The characters have it too easy
This goes back to that earlier Final Fantasy example. As a kid addicted to NES/SNES Role-Playing Games, I was always critical of anything by Square Soft, and the Final Fantasy series in particular. The reason was that I felt the games weren’t open-ended enough, and the person holding the controller wasn’t doing any of the real work. You weren’t playing the game; you were just watching it.
So guy, king, or whatever, would tell you to do something, and then you’d go do it. And then you’d go back and receive your next “quest.” There no challenge. Just go from thing to thing.
That is the exact problem I see in my current WIP. There’s no challenge. The characters just keep doing what they’re supposed to do, until the final battle with the big bad guy sends everyone home happy.
This problem is not so easy to just “fix” as it will take some rewriting. But I think most of the overall plot can stay put. Just make things a little tougher for your character to get to that next plot point. Look for parts that seem “too easy” and make them a little harder.
They get along too well
This is almost sickening. The characters I’m looking at here joke together, cry together, work together, but never argue. It’s all one big happy family, only without the tension and bickering that a real happy family has. Not only can this lack of inter-character conflict make your story boring, it also makes your characters unrealistic.
Remember that real people have disagreements. All the time. And I’m not saying you need to have your characters start throwing chairs at each other or anything like that, but a little bit of arguing can go a long way. Add some tension by making it subtle.
They all act and think the same way
This is a huge problem with a lot of my fiction. I tend to write stories in small-town Nebraska, so as you might imagine, there’s not a lot of ethnic or religious diversity there.
But ethnic and religious diversity isn’t the only type of diversity out there. And diversity is necessary in fiction if you don’t want your characters to all sound the same.
Differentiate your characters as well as you can when it comes to appearance and language, but also in the actions they take. What kind of moral code or background does each character have that may influence the actions he or she may take? One character may be quick to fight, while another might be quick to run.
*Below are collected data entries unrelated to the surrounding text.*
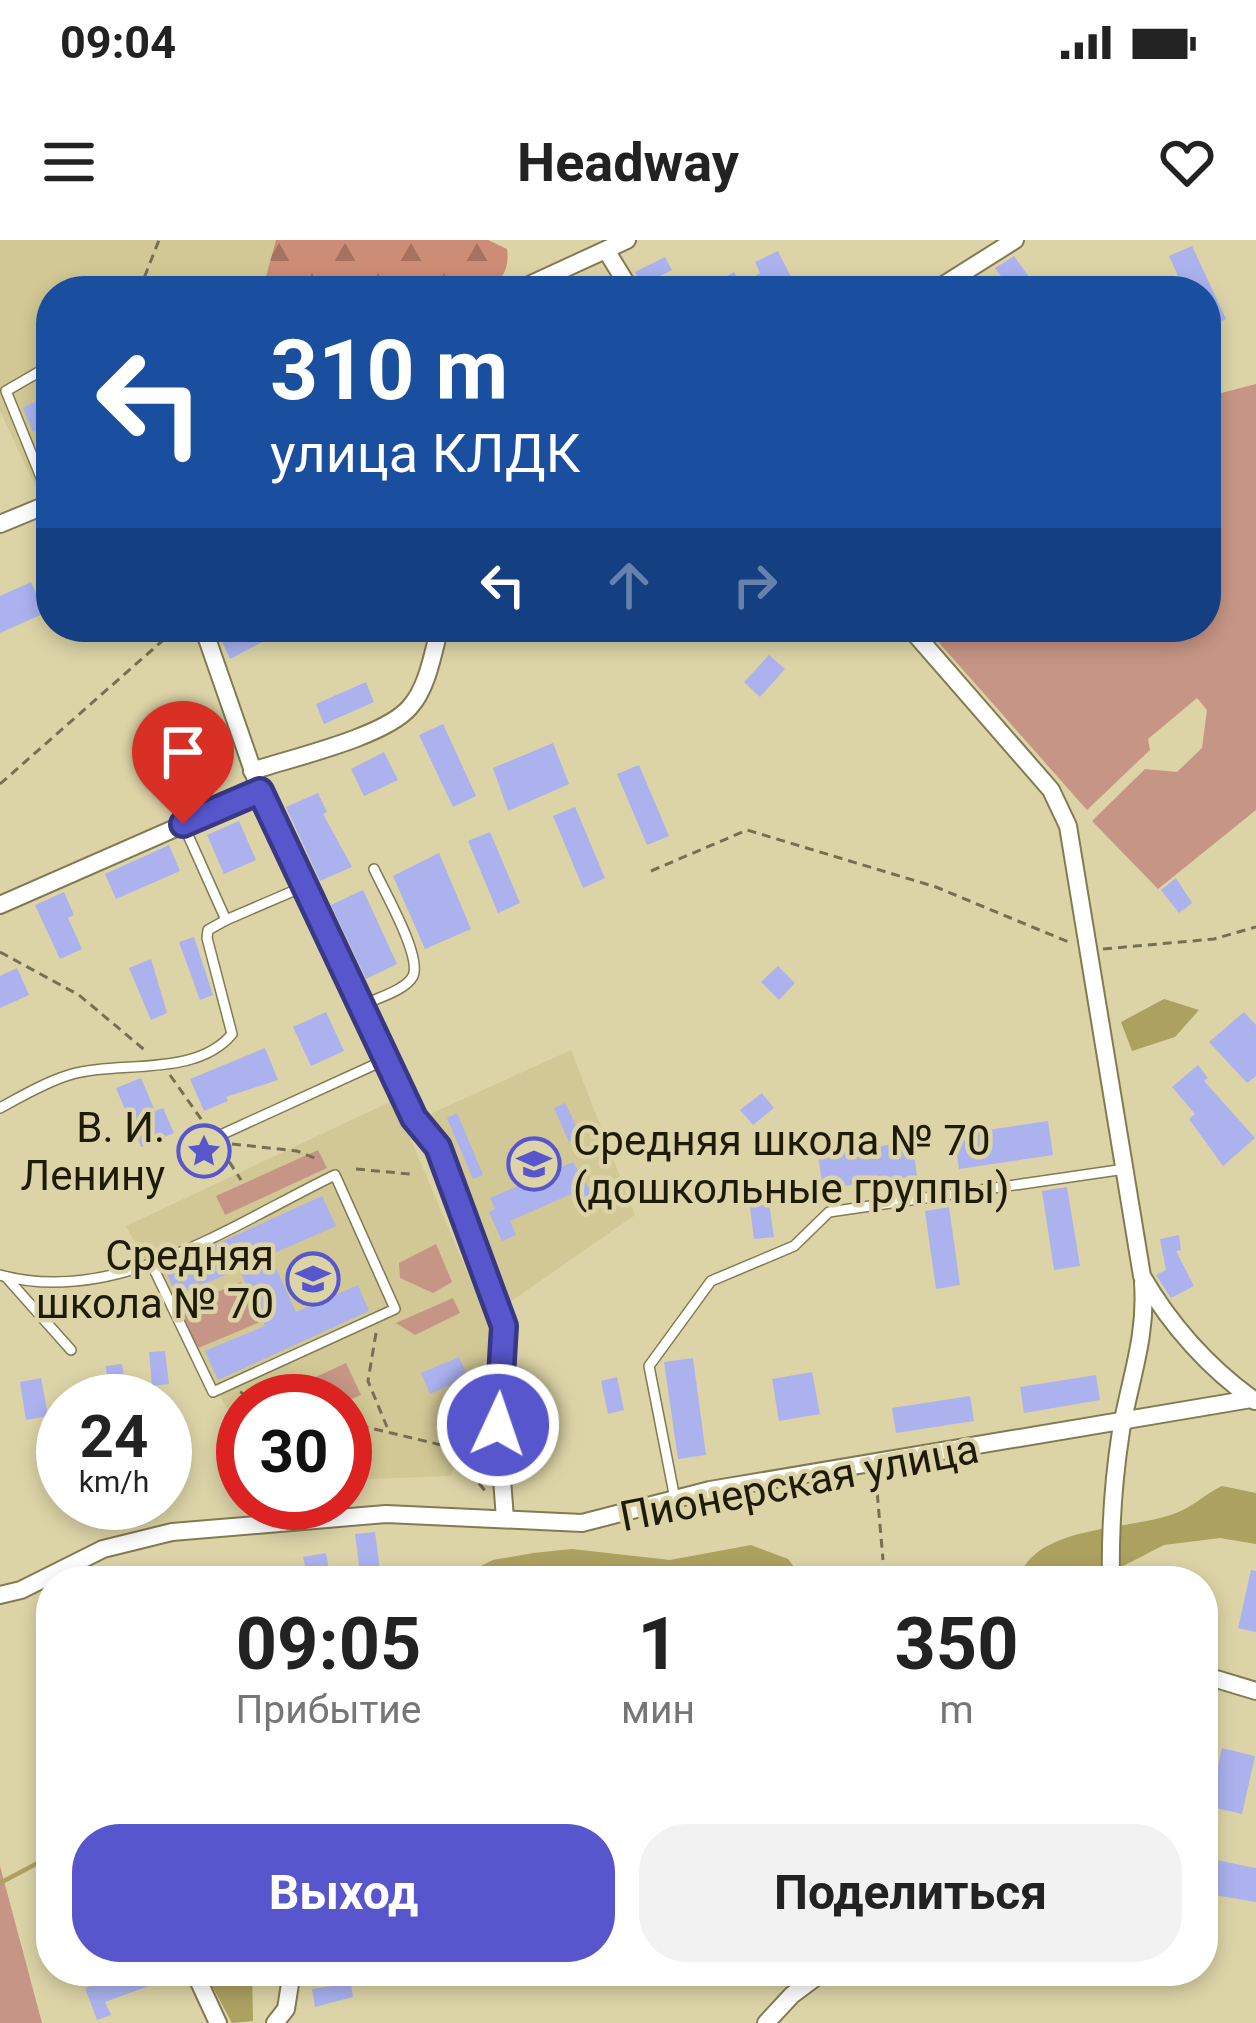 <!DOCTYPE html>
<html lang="ru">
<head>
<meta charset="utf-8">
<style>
	:root { --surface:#fff; --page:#f2f2f2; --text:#222; --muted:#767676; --accent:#5856cd }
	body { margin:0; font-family:Roboto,sans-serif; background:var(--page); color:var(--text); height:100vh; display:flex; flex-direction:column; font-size:45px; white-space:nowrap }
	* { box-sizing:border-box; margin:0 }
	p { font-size:39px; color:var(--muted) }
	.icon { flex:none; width:66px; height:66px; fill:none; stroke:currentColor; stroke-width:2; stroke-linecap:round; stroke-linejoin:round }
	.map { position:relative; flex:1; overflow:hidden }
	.side { position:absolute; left:36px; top:1326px; width:1182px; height:420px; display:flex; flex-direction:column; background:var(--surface); border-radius:48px; box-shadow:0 6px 18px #0003 }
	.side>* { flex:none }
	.hud { position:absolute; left:36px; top:36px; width:1185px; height:366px; border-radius:48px; box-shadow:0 6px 18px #0003; background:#1a4fa0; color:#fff; overflow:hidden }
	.speed { position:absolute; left:36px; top:1134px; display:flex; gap:24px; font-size:60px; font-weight:700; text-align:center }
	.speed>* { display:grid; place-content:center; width:156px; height:156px; border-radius:50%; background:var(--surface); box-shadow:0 6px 18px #0003; line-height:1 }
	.speed small { font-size:30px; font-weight:400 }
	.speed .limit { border:18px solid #d22; background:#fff; color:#111 }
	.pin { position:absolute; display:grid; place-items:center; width:102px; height:102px; color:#fff; margin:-123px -51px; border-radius:50% 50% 50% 0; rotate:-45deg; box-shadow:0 0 12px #0007 }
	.pin .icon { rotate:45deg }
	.me { position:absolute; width:132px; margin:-66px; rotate:3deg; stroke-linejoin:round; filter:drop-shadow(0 0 9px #0008) }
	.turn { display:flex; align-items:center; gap:42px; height:252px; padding:0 36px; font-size:54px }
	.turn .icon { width:156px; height:156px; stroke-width:2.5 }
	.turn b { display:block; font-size:84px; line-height:102px }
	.lanes { display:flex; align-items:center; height:114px; padding:0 36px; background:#0003; justify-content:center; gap:60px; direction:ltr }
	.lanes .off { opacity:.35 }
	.eta { display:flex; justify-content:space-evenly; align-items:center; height:204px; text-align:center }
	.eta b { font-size:72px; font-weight:700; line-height:84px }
	.button { display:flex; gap:24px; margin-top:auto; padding:24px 36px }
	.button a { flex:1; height:138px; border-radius:48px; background:var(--accent); color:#fff; font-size:48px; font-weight:700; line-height:138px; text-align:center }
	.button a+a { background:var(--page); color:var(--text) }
	.status { display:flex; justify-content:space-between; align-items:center; height:84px; padding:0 60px; background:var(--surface); direction:ltr }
	.status svg { height:33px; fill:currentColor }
	header { display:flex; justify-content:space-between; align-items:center; height:156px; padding:0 36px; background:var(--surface); font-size:54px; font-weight:700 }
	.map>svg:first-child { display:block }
</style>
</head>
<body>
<div class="status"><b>09:04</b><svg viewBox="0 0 49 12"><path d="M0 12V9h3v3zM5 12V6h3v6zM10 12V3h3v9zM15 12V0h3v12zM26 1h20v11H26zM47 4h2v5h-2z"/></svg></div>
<header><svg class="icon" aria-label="menu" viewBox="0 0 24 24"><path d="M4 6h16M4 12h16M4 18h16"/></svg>Headway<svg class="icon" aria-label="heart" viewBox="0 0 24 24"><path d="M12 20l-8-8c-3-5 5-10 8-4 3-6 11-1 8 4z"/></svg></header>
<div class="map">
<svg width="1256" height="1783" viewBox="0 0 1256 1783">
	<defs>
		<pattern id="forest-firs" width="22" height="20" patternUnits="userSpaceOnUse" patternTransform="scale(3)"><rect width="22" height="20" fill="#cd8c76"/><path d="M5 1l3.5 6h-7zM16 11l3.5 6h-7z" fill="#a6725f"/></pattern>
	</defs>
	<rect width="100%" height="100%" fill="#dcd4a7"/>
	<g fill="#d2c895">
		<path d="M0,0H311L263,41L264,51H51V249L39,254L0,171Z"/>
		<path d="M571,810L635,975L510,1062L430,874Z"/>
		<path d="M394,860L493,1093L451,1236L345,1240V1161H243V1197L126,986Z"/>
	</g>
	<g fill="#c69585">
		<path d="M1256,144V570L1158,649L1092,581L1145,529L1177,532L1202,508L1207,470L1197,458L1148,499L1150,510L1087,570L925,387H1206V157Z"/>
		<path d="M318,910L327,928L225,975L216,956Z"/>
		<path d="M436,1004L452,1042L433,1053L400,1038L399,1023Z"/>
		<path d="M241,1042L260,1082L196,1109L177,1069Z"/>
		<path d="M453,1058L460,1073L415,1095L396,1083Z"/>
		<path d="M346,1123L361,1155L345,1162L311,1161L303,1143Z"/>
		<path d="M0,1626L42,1783H0Z"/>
	</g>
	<path fill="url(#forest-firs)" d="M276,0H488L507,9C510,29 502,43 483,51H262Z"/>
	<g fill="#ada160">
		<path d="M1164,759L1199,770L1175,797L1132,811L1121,782Z"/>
		<path d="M1222,1246L1256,1253V1304L1220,1298L1164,1305L1094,1341H1018C1034,1281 1140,1292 1183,1270C1197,1263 1207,1253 1222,1246Z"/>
		<path d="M751,1305L788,1319L805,1341H450L493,1320L533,1313L572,1309L670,1320Z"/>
		<path d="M204,1731H252L253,1781L232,1783Z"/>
	</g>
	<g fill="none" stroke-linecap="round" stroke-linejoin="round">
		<path stroke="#ada160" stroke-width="4.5" d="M0,1643L51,1616"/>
	</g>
	<g fill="#abb2ee">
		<path d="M1192,6L1226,79L1206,88V51H1185L1169,16Z"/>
		<path d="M778,11L791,37L762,51H701L734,32L741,44L760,33L755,22Z"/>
		<path d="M1014,16L1033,42L1020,51H1012L995,28Z"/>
		<path d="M665,17L672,30L642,45L635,32Z"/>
		<path d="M51,154V184L33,192L23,168Z"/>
		<path d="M31,342L45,373L0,393V356Z"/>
		<path d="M239,387H290L230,419L220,397Z"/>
		<path d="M769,415L785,429L760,457L744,442Z"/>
		<path d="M366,442L374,462L324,484L316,464Z"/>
		<path d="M443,484L476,556L453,567L419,495Z"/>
		<path d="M553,503L569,544L508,571L493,528Z"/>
		<path d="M384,512L398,540L364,556L351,529Z"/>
		<path d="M639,525L669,596L647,605L617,534Z"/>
		<path d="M318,553L327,572L323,574L352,627L320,641L286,567Z"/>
		<path d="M575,567L605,638L583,648L553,576Z"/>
		<path d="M239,581L256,620L224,634L207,595Z"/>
		<path d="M490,592L520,663L498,673L468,601Z"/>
		<path d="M169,605L180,631L116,659L105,634Z"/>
		<path d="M439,613L471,689L425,709L393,636Z"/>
		<path d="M1176,638L1192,663L1179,673L1161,650Z"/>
		<path d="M363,650L397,724L366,739L331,665Z"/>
		<path d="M64,652L74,675L68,678L82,709L60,719L35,665Z"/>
		<path d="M194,697L213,755L200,760L179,702Z"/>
		<path d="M151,719L167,773L151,780L129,728Z"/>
		<path d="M778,726L795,743L779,760L761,742Z"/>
		<path d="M17,728L29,755L0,768V736Z"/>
		<path d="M326,772L344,811L311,826L293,787Z"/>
		<path d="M1244,772L1256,785V836L1247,843L1209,802Z"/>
		<path d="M265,808L278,840L226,857L228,861L204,871L190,839Z"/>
		<path d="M1198,825L1208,838L1204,841L1255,898L1223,926L1189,879L1195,874L1172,847Z"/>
		<path d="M141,838L155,871L163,868L174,893L141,907L116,848Z"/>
		<path d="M762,853L774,868L753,885L740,870Z"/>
		<path d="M565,863L581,896L569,902L554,868Z"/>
		<path d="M457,873L483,935L473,939L447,878Z"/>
		<path d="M1048,881L1053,915L959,929L954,895Z"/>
		<path d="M912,901L917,936L823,949L818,916Z"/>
		<path d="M573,922L596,959L582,965L576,952L510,981L516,995L502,1001L489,972L495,969L490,958Z"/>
		<path d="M1067,947L1080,1026L1054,1030L1042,951Z"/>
		<path d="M767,950L774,997L754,999L748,952Z"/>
		<path d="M322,956L336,986L270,1015L296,1072L358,1045L369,1071L218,1140L205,1111L265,1086L239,1029L177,1056L164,1028Z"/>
		<path d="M949,967L960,1045L936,1049L925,971Z"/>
		<path d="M1179,995L1181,1010L1176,1011L1194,1046L1171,1058L1156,1035L1166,1030L1160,999Z"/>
		<path d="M165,1111L169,1144L152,1146L149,1112Z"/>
		<path d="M459,1117L468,1137L430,1154L421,1133Z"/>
		<path d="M693,1118L706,1215L678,1219L664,1122Z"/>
		<path d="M122,1124L128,1161H108L106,1126Z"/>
		<path d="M812,1132L820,1174L779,1181L772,1139Z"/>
		<path d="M1096,1135L1100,1160L1024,1173L1020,1147Z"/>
		<path d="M617,1137L624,1170L608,1174L601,1141Z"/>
		<path d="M41,1138L48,1176L26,1180L20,1142Z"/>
		<path d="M970,1156L974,1181L896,1193L892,1168Z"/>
		<path d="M375,1292L381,1338L361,1341L355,1294Z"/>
		<path d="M326,1313L331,1341H308L303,1317Z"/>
		<path d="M1251,1330L1256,1331V1392L1238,1388Z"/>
		<path d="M1222,1508L1255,1516L1242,1574L1203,1565V1536L1215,1539Z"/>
		<path d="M1206,1618L1256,1628V1662L1203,1653Z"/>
		<path d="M140,1731H152L157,1743L105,1762L111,1775L97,1780L85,1748Z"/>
		<path d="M351,1743L353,1757L315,1767L312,1749Z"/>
	</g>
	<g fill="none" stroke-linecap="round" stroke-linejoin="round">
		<g stroke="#827b51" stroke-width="12">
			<g id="lane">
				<path d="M51,125L6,151L51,262"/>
				<path d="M226,680L305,646"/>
				<path d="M363,765C377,758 406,750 413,736C422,716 383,649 374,629"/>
				<path d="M0,868C22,856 46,842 69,835C118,820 196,838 232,794L207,698L208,690L226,680L183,584"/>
				<path d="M214,898L387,819"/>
				<path d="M0,1035C117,1067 233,984 335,935L395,1069L213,1152L151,1023"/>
				<path d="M6,1037L71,1110"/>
				<path d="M675,1259L649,1126L711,1041L794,1006L829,972L1125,929"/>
			</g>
		</g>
		<g stroke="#827b51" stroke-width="20">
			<g id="street">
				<path d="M606,10L631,51"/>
				<path d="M516,51L627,0"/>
				<path d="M934,51L1015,0"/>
				<path d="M0,284L51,263"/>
				<path d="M203,387L260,551L414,878L438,907L504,1086L498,1185L505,1279"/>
				<path d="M909,387L1051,550L1068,586L1142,1036C1171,1086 1209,1128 1255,1161"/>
				<path d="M252,531C291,518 385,497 410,467C428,447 433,412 440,387"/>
				<path d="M0,665L260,551"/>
				<path d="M1111,1341C1110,1290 1113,1242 1121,1191C1130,1139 1147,1097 1143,1043"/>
				<path d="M0,1355L21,1350L103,1309L172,1292L386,1274L582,1283L710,1250L1251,1159"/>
				<path d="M1203,1435L1256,1451"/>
				<path d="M194,1731L218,1783"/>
				<path d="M275,1783L286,1769L292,1731"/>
				<path d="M766,1783L792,1755L824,1731"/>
			</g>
		</g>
		<g stroke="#757052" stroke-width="3" stroke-dasharray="9 6" stroke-linecap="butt">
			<path d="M139,51L159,0"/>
			<path d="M0,544L178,387"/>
			<path d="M651,631L747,590L936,647L1071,703"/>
			<path d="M1103,709L1214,699L1256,687"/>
			<path d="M0,712L79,755L147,812"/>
			<path d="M170,835L206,886"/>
			<path d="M232,904L297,911L317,919"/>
			<path d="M221,909L241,940"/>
			<path d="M356,929L410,934"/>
			<path d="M376,1093L368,1141L387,1187"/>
			<path d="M240,1152L259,1161"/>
			<path d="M345,1182L450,1207L483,1198"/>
			<path d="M451,1208L486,1252"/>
			<path d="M876,1239L883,1320"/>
		</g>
		<use href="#lane" stroke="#fff" stroke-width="9"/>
		<use href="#street" stroke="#fff" stroke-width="16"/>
	</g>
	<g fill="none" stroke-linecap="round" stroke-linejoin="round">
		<g stroke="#393885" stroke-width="30">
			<path id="route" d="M183,584L260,551L414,878L438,907L504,1086L498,1185"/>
		</g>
		<use href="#route" stroke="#5856cd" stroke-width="21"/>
	</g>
	<defs>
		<g id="sight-ring" transform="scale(2.7)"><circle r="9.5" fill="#dcd4a7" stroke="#5856cd" stroke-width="1.5"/><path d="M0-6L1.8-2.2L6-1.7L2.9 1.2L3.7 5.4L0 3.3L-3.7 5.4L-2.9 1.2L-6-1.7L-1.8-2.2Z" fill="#5856cd"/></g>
		<g id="school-ring" transform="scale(2.7)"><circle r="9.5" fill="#dcd4a7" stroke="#5856cd" stroke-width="1.5"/><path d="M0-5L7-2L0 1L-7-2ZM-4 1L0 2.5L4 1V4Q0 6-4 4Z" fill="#5856cd"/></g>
	</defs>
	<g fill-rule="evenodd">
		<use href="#sight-ring" x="204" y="911"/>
		<use href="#school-ring" x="534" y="924"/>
		<use href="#school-ring" x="313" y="1039"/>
	</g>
	<g text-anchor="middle" stroke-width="9" stroke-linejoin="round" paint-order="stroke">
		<g font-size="42" fill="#1e1b0a" stroke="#dcd4a7" text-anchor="end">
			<text x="165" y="902">В. И.<tspan x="165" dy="48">Ленину</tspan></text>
			<text x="573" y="915" text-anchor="start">Средняя школа № 70<tspan x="573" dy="48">(дошкольные группы)</tspan></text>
			<text x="274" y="1030">Средняя<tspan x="274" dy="48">школа № 70</tspan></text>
		</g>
		<g font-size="42" fill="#1e1b0a" stroke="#dcd4a7">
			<text transform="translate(799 1242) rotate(-11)" y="15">Пионерская улица</text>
		</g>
	</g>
</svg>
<div class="speed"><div>24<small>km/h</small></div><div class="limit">30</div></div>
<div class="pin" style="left:183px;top:584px;background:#d93025"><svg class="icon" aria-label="arrive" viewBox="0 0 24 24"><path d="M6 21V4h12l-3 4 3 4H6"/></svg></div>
<svg class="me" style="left:498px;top:1185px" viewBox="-20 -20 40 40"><circle r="17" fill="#5856cd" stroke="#fff" stroke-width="3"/><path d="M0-11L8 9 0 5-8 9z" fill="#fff"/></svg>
<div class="hud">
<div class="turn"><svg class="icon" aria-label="left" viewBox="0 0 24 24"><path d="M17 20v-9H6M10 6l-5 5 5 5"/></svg><div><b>310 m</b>улица КЛДК</div></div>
<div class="lanes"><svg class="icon" aria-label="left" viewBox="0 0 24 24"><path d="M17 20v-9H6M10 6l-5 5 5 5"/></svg><svg class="icon off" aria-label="ahead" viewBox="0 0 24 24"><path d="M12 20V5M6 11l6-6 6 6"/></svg><svg class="icon off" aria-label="right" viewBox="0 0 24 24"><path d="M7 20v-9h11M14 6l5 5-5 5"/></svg></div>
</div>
<section class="side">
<div class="eta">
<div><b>09:05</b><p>Прибытие</p></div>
<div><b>1</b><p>мин</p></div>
<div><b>350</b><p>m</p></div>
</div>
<div class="button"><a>Выход</a><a>Поделиться</a></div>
</section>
</div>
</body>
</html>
Look at each character as an individual and keep it consistent.
They have no inner conflict
I used the phrase “moral code” in the previous section. This is another big problem I see in some of my earlier drafts. The characters have no moral code, and thus, no inner conflict. In good fiction, characters are forced to make tough decisions. The struggle that inner conflict causes is sometimes a larger, and more memorable conflict than the one resulting from dragons or aliens or whatever.
So keep it real. Give your characters something to struggle with. Will they make a choice that goes against their moral code in order to “win” or will they have a “good vs. evil” thing taking place in their head?
And that’s it. Funny thing is I was going to title this post “Four Quick Ways to Add Conflict to Your Story.” Well, obviously, some of these aren’t all that quick. But nobody ever said writing was easy.